In a long-running series for Newsnight, MacKean highlighted the plight of teenagers leaving the care system, leading to a government promise of action in 2010.

===Jimmy Savile and Newsnight===
Newsnight launched an investigation into Jimmy Savile's paedophile activities immediately after his death on 29 October 2011. MacKean was the reporter and Meirion Jones was the producer; MacKean was very unhappy when the report was not transmitted before Christmas 2011 and tributes to Savile were broadcast on the BBC. She alleged that her editor Peter Rippon tried to "kill" the Savile story "by making impossible editorial demands". She told a Panorama programme in October 2012: "All I can say is that it was an abrupt change in tone from, you know, one day 'excellent, let's prepare to get this thing on air' to 'hold on'." MacKean also claimed in an email to a friend that Peter Rippon said he was under pressure from his bosses: "PR [Peter Rippon] says if the bosses aren't happy ... [he] can't go to the wall on this one."

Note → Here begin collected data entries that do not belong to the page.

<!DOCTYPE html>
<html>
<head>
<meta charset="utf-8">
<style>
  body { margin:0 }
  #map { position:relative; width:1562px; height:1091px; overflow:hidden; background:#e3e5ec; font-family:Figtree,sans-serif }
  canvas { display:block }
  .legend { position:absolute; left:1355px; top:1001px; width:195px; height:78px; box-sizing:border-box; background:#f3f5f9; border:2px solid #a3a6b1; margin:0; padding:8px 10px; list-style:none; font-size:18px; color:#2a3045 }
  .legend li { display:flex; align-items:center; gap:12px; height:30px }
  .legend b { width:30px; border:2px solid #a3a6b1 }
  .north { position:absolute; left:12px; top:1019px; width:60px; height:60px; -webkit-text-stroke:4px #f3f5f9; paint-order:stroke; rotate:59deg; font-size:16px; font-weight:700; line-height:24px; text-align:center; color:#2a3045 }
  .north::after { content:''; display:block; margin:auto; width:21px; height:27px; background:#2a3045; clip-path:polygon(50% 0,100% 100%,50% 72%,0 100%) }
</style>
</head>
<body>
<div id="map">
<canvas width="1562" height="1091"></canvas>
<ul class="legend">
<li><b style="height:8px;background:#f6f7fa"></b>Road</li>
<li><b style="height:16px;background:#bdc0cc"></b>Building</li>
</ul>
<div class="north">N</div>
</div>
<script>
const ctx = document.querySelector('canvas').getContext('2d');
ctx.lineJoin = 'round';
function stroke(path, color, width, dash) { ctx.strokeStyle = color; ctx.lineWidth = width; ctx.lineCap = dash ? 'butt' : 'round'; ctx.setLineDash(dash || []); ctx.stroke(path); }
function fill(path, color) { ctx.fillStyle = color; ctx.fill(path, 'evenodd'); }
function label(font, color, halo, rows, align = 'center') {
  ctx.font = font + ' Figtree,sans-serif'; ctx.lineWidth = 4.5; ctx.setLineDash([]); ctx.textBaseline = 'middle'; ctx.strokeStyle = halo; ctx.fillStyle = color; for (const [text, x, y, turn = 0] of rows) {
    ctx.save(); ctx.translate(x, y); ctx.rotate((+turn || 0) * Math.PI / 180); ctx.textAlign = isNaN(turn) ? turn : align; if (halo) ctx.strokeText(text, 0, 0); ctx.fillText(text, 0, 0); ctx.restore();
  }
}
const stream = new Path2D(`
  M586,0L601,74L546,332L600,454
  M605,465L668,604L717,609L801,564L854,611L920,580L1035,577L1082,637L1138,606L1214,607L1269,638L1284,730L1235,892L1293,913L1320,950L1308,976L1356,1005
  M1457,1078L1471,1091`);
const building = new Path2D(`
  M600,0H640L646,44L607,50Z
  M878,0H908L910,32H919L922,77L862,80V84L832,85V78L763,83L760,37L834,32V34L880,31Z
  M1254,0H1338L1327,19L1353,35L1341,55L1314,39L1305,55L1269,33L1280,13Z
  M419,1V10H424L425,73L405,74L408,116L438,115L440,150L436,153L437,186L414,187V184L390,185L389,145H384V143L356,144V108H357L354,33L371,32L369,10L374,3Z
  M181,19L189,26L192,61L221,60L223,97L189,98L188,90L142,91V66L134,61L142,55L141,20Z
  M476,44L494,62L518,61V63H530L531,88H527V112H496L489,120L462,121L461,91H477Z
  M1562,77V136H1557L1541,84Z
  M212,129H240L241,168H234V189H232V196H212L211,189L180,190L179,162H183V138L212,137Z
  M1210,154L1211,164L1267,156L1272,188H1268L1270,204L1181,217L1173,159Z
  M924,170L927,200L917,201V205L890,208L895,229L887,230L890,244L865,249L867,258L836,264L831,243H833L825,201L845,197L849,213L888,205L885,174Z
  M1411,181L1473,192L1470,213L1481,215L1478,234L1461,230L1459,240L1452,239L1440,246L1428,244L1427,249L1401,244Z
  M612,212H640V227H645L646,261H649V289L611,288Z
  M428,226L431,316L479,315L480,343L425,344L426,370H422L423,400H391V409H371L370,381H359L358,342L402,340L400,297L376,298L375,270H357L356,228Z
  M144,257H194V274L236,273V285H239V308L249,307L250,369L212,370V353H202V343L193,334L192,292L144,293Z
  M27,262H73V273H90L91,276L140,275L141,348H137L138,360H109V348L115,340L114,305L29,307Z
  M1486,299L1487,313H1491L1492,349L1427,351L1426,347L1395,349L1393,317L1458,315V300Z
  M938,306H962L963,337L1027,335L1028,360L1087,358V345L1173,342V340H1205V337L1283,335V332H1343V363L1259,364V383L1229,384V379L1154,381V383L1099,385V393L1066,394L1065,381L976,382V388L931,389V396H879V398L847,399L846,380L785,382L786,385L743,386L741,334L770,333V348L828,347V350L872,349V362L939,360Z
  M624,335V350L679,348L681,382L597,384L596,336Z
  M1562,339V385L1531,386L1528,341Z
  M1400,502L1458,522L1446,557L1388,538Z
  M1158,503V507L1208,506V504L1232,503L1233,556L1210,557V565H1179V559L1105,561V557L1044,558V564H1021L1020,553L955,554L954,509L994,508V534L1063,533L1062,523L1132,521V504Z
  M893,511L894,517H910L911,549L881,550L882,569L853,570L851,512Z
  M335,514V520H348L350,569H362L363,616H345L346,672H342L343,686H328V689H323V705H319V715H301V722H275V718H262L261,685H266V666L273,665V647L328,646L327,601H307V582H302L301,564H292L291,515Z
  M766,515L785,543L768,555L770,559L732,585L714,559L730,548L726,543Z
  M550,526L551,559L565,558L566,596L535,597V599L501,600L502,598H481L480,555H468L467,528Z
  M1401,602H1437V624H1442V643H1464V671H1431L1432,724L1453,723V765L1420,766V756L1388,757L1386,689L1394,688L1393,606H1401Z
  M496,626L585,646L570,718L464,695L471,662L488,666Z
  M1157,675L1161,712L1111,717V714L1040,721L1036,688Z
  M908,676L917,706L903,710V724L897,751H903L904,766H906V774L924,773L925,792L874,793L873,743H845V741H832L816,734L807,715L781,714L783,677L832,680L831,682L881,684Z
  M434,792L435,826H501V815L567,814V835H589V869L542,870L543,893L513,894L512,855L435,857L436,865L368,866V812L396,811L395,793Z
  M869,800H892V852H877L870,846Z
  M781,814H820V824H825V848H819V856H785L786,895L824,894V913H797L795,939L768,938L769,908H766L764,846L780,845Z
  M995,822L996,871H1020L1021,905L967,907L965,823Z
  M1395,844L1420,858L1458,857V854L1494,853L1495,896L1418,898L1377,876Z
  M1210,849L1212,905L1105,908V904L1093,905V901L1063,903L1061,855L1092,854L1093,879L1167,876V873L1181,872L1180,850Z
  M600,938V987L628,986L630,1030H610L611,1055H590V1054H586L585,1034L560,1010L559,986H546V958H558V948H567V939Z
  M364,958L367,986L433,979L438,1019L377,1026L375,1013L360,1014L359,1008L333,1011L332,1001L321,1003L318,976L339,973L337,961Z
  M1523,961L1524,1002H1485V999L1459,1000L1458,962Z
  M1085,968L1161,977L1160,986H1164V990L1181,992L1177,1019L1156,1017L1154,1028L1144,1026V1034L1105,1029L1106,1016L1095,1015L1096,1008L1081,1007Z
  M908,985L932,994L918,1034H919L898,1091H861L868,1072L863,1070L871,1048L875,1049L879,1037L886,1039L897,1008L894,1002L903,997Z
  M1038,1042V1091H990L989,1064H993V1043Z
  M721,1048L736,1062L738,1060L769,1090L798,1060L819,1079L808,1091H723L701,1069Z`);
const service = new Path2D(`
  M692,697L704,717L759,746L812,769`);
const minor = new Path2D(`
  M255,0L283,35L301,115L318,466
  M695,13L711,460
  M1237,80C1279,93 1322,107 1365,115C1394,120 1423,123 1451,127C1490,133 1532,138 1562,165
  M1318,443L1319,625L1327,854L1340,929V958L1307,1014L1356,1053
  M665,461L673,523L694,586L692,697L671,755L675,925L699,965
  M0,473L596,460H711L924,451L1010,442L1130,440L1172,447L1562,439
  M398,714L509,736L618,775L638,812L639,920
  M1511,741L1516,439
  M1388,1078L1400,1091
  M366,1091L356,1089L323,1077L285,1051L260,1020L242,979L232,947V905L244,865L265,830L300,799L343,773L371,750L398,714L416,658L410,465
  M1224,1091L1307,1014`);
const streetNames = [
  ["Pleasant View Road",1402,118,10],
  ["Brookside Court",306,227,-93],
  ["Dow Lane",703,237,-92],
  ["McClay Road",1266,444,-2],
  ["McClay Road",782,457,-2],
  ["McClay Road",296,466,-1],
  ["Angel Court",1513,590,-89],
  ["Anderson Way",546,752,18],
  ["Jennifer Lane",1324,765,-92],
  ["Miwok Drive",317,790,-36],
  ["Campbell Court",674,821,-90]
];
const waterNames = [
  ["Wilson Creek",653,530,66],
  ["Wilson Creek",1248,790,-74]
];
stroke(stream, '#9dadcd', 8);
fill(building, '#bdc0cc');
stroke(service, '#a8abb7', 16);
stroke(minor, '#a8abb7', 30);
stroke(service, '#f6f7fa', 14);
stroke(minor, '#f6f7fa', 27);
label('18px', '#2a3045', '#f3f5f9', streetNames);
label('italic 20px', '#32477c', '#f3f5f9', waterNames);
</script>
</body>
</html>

The decision to cancel the Newsnight investigation became the subject of the Pollard Inquiry, named after its head, former Sky News executive Nick Pollard. On 18 December 2012, Pollard reported that the "Newsnight investigators were right. They found clear and compelling evidence that Jimmy Savile was a paedophile. The decision by their editor to drop the original investigation was clearly flawed and the way it was taken was wrong". He said Newsnight could have broken the story a year before ITV's Exposure. In a public statement afterwards, MacKean described the failure to run the story as a "breach in our duty to the women who trusted us to reveal that Jimmy Savile was a paedophile". However, the BBC has asserted that Panorama found no evidence to suggest that Rippon was pressured from above to drop the report ahead of the Christmas tribute to Savile.

MacKean took voluntary redundancy, while her producer Meirion Jones was sacked. "When the Savile scandal broke", she told Nick Cohen of The Observer in 2015, "the BBC tried to smear my reputation. They said they had banned the film because Meirion and I had produced shoddy journalism. I stayed to fight them, but I knew they would make me leave in the end. Managers would look through me as if I wasn't there. I went because I knew I was never going to appear on screen again". The story of how MacKean was treated by the BBC was reported by The Guardian in 2021.

===Edinburgh Television Festival 2013===
In August 2013, MacKean told a session of the Edinburgh Television Festival that the row about excessive severance payments to senior BBC officials went to the heart of problems at the BBC where an "officer class" had been created which was treating the BBC as a "get-rich-quick scheme" for themselves and their colleagues. Later at the Festival, the then-Director General of the BBC, Tony Hall, picked up MacKean's remarks and said "I think someone used the phrase 'officer class' and I think that's right. I understand the resentment and anger that is caused". Hall said he would "heal the appalling divide" between staff and senior managers.

===Subsequent reports===
It was announced in May 2013 that MacKean had been hired for a "high-level investigation" for the Dispatches programme on Channel 4. MacKean's first broadcast investigation was The Paedophile MP. How Cyril Smith Got Away With It concerning the activities of the Liberal Party politician Cyril Smith. The programme was transmitted on 12 September.

MacKean made a series of programmes for Dispatches on changes to Britain's welfare system, as well as the award-winning Hunted and its follow-up Hunted: Gay and Afraid.

==Personal life and death==
She lived with her wife, Donna Rowlands, and their two children. Former Newsnight colleague Jackie Long recalled: "Their wedding was a perfect illustration of Liz's character. As we all sat waiting, Liz and Donna walked down the aisle looking stunning to some rather unexpectedly traditional wedding music. Thirty seconds in, it turned into some mad hip hop and they danced the rest of the way down, both women laughing and looking delighted with it all".

MacKean's death at the age of 52 was announced on 18 August 2017. She died after suffering a stroke.